Published online by Cambridge University Press: 14 January 2010
Why, after remaining dormant for so long, did the European integration process suddenly revive, get moving, and then, just as mysteriously, stop in its tracks? The two extant general theories – intergovernmentalism and functionalism, both deriving from American political science – get only partly at the answer. Although the Big Bargains of intergovernmentalism did create the new diplomatic, political, and institutional contexts that define successive stages of integration, the theory says little about the nature of the choices made and even less about the outcomes arrived at. Both were quite different in each of the two Big Bargains of the Delors era. The adoption of the Single European Act was a choice for the market, a judgment on the part of the member-states to shift decision-making authority away from national political institutions as well as government-regulated economies and toward that abstraction, buyers and sellers. It represented an acknowledgment that the model of the national mixed-economy welfare state had had its day.

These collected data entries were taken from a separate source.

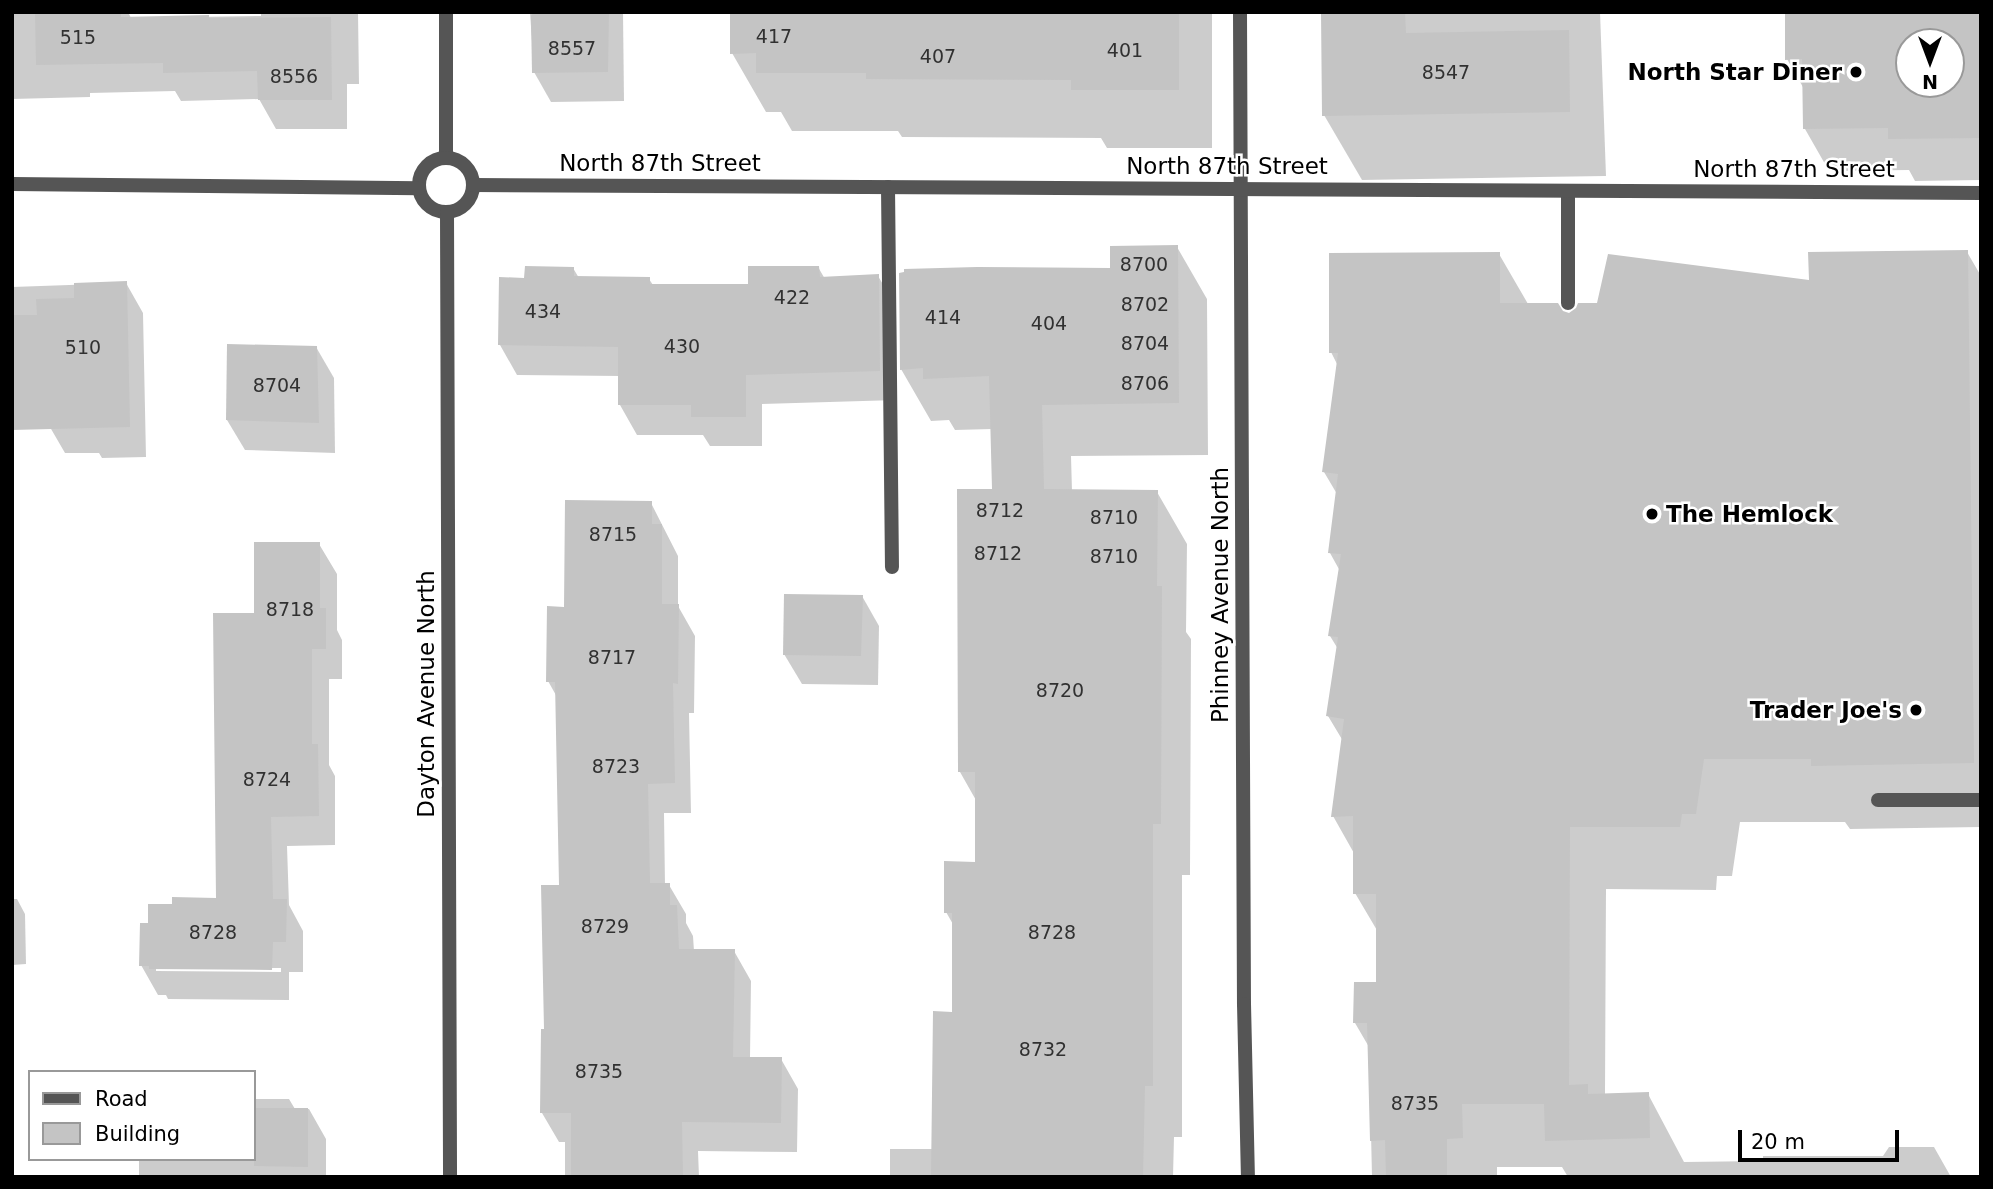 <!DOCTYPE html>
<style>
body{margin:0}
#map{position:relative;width:1993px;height:1189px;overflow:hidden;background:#fff;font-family:"DejaVu Sans",sans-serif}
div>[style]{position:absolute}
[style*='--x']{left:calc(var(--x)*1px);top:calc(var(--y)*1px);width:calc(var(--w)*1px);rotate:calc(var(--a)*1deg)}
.shadow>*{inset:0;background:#0003}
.building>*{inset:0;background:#c4c4c4}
.lane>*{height:14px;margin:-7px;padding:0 7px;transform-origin:7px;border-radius:7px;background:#555}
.street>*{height:14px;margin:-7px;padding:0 7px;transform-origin:7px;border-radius:7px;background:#555}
.street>.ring{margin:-7px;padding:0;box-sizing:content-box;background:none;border:14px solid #555;border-radius:50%}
.dots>*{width:19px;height:19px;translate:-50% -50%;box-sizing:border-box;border:4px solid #fff;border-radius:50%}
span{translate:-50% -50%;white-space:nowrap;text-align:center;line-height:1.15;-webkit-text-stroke:5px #fff;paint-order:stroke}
.number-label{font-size:19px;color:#313131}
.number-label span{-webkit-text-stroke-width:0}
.poi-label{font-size:23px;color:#000;font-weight:700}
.right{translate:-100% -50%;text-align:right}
.left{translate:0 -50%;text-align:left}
.street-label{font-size:23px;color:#000}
.frame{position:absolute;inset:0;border:14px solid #000;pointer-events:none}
.legend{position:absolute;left:28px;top:1070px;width:228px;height:91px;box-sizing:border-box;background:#fff;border:2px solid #999;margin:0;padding:9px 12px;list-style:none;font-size:21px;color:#000}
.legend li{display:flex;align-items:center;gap:14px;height:35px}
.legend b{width:35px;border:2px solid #999}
.north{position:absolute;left:1895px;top:28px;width:70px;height:70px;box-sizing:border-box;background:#fff;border:2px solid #999;border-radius:50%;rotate:180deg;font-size:19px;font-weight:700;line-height:28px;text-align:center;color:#000}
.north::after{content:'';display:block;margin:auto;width:24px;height:32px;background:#000;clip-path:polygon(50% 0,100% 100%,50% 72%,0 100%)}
.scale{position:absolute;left:1738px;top:1130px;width:161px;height:32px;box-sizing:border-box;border:4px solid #000;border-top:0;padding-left:9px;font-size:21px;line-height:24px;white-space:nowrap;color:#000;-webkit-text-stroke:5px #fff;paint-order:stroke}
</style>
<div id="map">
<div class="shadow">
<i style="clip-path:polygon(12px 12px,128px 12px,131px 18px,261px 16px,261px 12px,358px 12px,359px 84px,347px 84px,347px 129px,276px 129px,259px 99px,181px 101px,175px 91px,90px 93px,90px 97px,12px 99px)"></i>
<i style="clip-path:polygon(530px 12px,623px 12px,624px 101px,551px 102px,534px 72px)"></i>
<i style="clip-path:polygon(732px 12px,1212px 12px,1212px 148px,1107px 148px,1101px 138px,902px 137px,898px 131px,792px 131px,781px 112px,766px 112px,732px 53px)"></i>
<i style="clip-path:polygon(1323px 12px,1600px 12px,1606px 176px,1362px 180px,1324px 115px)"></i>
<i style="clip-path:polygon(evenodd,1786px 12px,1981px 12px,1981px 180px,1915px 181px,1909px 170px,1829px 171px,1805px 129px,1804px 89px,1787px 59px,1786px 12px,1909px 42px,1951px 42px,1951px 84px,1909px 84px,1909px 42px)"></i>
<i style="clip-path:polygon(1177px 247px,1207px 299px,1208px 455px,1071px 456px,1072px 491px,1157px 492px,1187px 544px,1186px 632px,1191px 639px,1190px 875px,1182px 875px,1182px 1137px,1174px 1137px,1173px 1177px,890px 1177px,890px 1149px,933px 1149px,954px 1013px,954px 926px,946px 912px,977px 863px,977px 802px,960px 772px,959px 491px,994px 491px,992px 429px,955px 430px,949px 420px,931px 421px,901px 369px,1112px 270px)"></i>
<i style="clip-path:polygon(1967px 252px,1981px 276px,1981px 827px,1850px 829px,1845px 822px,1740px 822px,1732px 876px,1717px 876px,1716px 890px,1606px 889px,1605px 1095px,1648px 1094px,1684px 1162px,1763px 1161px,1763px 1156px,1883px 1156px,1889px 1147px,1934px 1147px,1951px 1177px,1568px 1177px,1562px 1167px,1497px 1167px,1497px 1177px,1372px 1177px,1369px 1047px,1355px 1023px,1378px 984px,1378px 932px,1355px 893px,1355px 855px,1333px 816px,1343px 741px,1328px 716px,1338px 649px,1330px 636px,1340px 571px,1330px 553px,1337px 494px,1324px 472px,1338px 366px,1331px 352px,1499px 254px,1528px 304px,1569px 314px,1599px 304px,1810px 282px)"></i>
<i style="clip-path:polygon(818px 267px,825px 279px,878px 276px,896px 306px,897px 400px,762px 404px,762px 446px,710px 446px,703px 435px,637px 435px,620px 405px,620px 376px,517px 375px,500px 345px,526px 280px,573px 268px,579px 278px,649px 279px,653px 285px,750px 285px)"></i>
<i style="clip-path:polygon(126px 283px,143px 313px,146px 457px,102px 458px,99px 453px,65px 453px,47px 422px,12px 411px,12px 287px)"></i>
<i style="clip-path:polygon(316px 347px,334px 378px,335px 453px,245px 450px,227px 420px)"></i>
<i style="clip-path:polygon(651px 503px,678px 556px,678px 606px,695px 636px,694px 713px,689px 713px,691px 813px,664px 813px,665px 885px,669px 885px,686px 914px,686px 923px,693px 936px,694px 951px,734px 951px,751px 981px,750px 1059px,781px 1059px,798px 1089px,797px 1152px,698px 1151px,699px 1177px,565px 1177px,565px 1142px,559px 1142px,542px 1113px,546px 1031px,561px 886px,557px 697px,548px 681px,566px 608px)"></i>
<i style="clip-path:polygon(evenodd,319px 544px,337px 574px,337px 630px,342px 640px,342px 679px,329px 679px,329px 765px,335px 776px,335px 845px,287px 846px,289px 905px,303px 931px,303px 972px,289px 972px,289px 1000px,168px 999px,166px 995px,158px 995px,141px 965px,150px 925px,173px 905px,218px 900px,255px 614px,319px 544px,156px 968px,281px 968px,281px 972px,156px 971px,156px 968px)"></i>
<i style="clip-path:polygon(862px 596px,879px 626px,878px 685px,802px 684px,784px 654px)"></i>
<i style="clip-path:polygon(12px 899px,17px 899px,25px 914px,26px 964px,12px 965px)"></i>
<i style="clip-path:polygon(254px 1099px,289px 1099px,295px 1109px,309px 1109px,326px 1139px,326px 1177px,139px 1177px,139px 1159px,254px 1159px)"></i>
</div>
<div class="building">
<i style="clip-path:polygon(35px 12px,121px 12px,121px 17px,209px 15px,209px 18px,331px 17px,332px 100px,258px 100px,257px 71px,163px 73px,163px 63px,36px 65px)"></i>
<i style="clip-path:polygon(534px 12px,609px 12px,608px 72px,532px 73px,531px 16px)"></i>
<i style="clip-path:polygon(730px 12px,1179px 12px,1179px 90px,1071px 90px,1071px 80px,866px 79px,866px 73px,756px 73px,756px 53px,730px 54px)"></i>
<i style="clip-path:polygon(1321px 12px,1405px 12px,1406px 33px,1569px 30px,1570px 112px,1322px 116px)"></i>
<i style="clip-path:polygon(evenodd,1785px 12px,1979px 12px,1981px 138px,1888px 139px,1888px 128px,1803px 129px,1802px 59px,1785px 60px,1785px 12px,1909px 42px,1951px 42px,1951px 84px,1909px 84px,1909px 42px)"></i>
<i style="clip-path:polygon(1178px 245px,1179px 403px,1042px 405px,1044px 489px,1158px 490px,1157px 586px,1162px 586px,1161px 824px,1153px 824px,1153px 1086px,1145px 1086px,1143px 1177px,931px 1177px,933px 1011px,952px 1012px,952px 913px,944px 913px,944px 861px,975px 862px,975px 772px,958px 772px,957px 489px,992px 489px,989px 376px,923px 379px,923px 368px,900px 370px,899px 273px,904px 272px,904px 269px,977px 267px,1110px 268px,1110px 246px)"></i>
<i style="clip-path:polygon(1968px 250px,1974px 763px,1811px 766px,1811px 759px,1704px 759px,1696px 814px,1682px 814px,1680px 827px,1570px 827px,1569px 1085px,1588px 1084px,1588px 1094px,1649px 1092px,1650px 1138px,1545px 1141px,1544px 1104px,1462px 1104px,1463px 1138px,1447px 1139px,1447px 1177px,1386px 1177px,1385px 1140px,1370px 1141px,1367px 1023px,1353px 1023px,1354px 982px,1376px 982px,1376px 894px,1353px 894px,1353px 816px,1331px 817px,1344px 719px,1326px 716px,1338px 637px,1328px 636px,1341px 554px,1328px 553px,1338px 474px,1322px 472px,1338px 353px,1329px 353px,1329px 253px,1500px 252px,1500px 303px,1558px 303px,1563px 311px,1569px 313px,1576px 308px,1578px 303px,1597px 303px,1608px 254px,1809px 280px,1808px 252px)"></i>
<i style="clip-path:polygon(525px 266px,574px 267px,574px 276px,650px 277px,650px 284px,748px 284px,748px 266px,819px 266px,820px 277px,879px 274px,880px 371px,746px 375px,746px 417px,691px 417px,691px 405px,618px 405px,618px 347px,498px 345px,499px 277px,524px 278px)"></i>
<i style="clip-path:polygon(127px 281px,130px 427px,12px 430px,12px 315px,37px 315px,36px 299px,74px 298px,74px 283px)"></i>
<i style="clip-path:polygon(227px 344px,317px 346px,319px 423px,226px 420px)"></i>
<i style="clip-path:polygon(565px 500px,652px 501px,652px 524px,662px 524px,662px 604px,679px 604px,678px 684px,673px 683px,675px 783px,648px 784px,650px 883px,670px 883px,670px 905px,677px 905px,679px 949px,735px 949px,733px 1057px,782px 1057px,781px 1123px,682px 1122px,683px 1177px,571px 1177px,571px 1113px,540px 1113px,541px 1029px,544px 1029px,541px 885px,559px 885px,555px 682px,546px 682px,547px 606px,564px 607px)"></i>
<i style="clip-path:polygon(254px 542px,320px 542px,320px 608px,326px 608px,326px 649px,312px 649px,312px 744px,318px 744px,319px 816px,271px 817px,273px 899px,287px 899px,286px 942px,273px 942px,272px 970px,149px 969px,149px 966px,139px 966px,140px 923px,148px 923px,148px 904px,172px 904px,172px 897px,216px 898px,213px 613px,254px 613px)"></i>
<i style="clip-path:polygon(784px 594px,863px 595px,861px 656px,783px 655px)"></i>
<i style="clip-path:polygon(254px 1108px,308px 1108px,308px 1167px,254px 1166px)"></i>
</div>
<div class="lane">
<i style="--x:888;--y:187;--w:380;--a:89.4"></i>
<i style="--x:1568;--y:191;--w:112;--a:90"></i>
<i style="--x:1878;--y:800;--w:103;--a:0"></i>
</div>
<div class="street">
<i style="--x:446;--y:12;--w:146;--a:90"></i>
<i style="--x:1240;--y:12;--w:992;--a:89.77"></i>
<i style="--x:1244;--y:1004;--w:173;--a:88.7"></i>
<i class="ring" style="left:419px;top:158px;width:40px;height:40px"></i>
<i style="--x:12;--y:184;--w:407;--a:0.6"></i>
<i style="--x:473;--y:185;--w:1508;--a:0.3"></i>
<i style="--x:447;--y:212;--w:965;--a:89.82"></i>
</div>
<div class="dots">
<i style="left:1856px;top:72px;background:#000"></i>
<i style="left:1652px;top:514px;background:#000"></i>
<i style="left:1916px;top:710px;background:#000"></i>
</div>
<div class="number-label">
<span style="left:774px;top:37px">417</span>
<span style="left:78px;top:38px">515</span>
<span style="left:572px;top:49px">8557</span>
<span style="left:1125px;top:51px">401</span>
<span style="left:938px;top:57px">407</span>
<span style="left:1446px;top:73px">8547</span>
<span style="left:294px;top:77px">8556</span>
<span style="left:1144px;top:265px">8700</span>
<span style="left:792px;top:298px">422</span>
<span style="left:1145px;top:305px">8702</span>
<span style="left:543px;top:312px">434</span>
<span style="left:943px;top:318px">414</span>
<span style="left:1049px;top:324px">404</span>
<span style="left:1145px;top:344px">8704</span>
<span style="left:682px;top:347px">430</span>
<span style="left:83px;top:348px">510</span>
<span style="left:1145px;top:384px">8706</span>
<span style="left:277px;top:386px">8704</span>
<span style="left:1000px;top:511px">8712</span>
<span style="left:1114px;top:518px">8710</span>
<span style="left:613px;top:535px">8715</span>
<span style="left:998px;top:554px">8712</span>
<span style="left:1114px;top:557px">8710</span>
<span style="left:290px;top:610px">8718</span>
<span style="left:612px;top:658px">8717</span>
<span style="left:1060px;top:691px">8720</span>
<span style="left:616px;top:767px">8723</span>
<span style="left:267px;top:780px">8724</span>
<span style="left:605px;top:927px">8729</span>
<span style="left:213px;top:933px">8728</span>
<span style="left:1052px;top:933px">8728</span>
<span style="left:1043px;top:1050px">8732</span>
<span style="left:599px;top:1072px">8735</span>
<span style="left:1415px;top:1104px">8735</span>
</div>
<div class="poi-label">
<span class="right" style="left:1842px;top:72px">North Star Diner</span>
<span class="left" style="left:1666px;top:514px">The Hemlock</span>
<span class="right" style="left:1902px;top:710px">Trader Joe's</span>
</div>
<div class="street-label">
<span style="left:660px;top:163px">North 87th Street</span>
<span style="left:1227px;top:166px">North 87th Street</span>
<span style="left:1794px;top:169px">North 87th Street</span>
<span style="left:1220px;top:595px;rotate:-90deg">Phinney Avenue North</span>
<span style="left:426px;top:694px;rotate:-90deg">Dayton Avenue North</span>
</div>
<div class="frame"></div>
<ul class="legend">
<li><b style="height:9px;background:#555"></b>Road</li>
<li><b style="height:19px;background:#c4c4c4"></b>Building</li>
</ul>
<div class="north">N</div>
<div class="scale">20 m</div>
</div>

The adoption of the Maastricht treaty also involved the transfer of policymaking power away from the member-states, but this time to a different kind of entity: a central-bank directorate. It was as if the heads of government had placed the European patrimony in a trust in order to protect it from spendthrift heirs; the act acknowledged that they did not feel competent to serve as trustees for those who had elected them. Neither of the Big Bargains either increased the individual or collective influence of member-states or bolstered the power of Brussels, and both involved buck-passing.